─── LISTED RECORDS ───

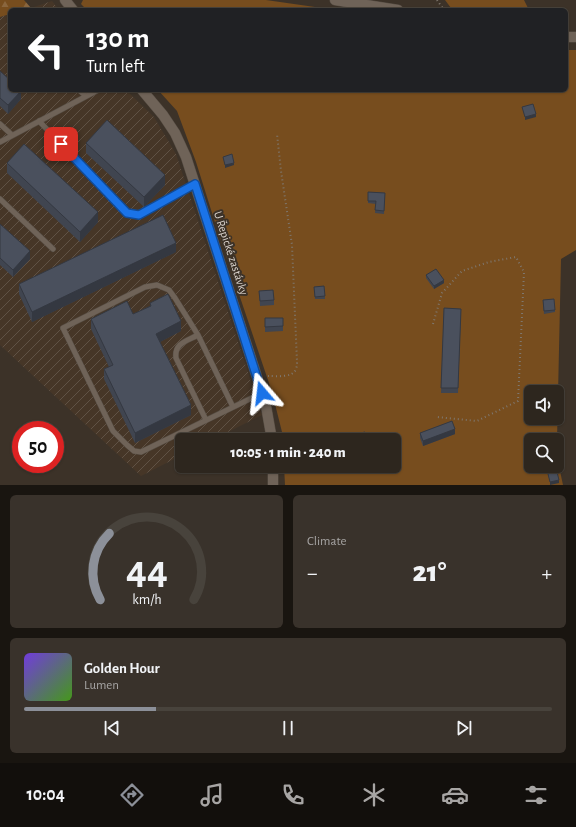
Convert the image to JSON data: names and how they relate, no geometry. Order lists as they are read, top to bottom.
{
  "streets": {
    "main road": ["U Řepické zastávky"]
  },
  "page": {
    "turn": ["130 m", "Turn left"],
    "limit": "50",
    "trip": "10:05 · 1 min · 240 m",
    "tile": "Climate",
    "heat": ["−", "21°", "+"],
    "song": ["Golden Hour", "Lumen"],
    "tabs": "10:04",
    "gauge": ["44", "km/h"]
  }
}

───

__WORK REQUIRED__
Write out every record above exactly as it stands, but leave out the pictures.

__RESPONSE TO THIS EXERCISE__
Convert the image to JSON data: names and how they relate, no geometry. Order lists as they are read, top to bottom.
{
  "streets": {
    "main road": ["U Řepické zastávky"]
  },
  "page": {
    "turn": ["130 m", "Turn left"],
    "limit": "50",
    "trip": "10:05 · 1 min · 240 m",
    "tile": "Climate",
    "heat": ["−", "21°", "+"],
    "song": ["Golden Hour", "Lumen"],
    "tabs": "10:04",
    "gauge": ["44", "km/h"]
  }
}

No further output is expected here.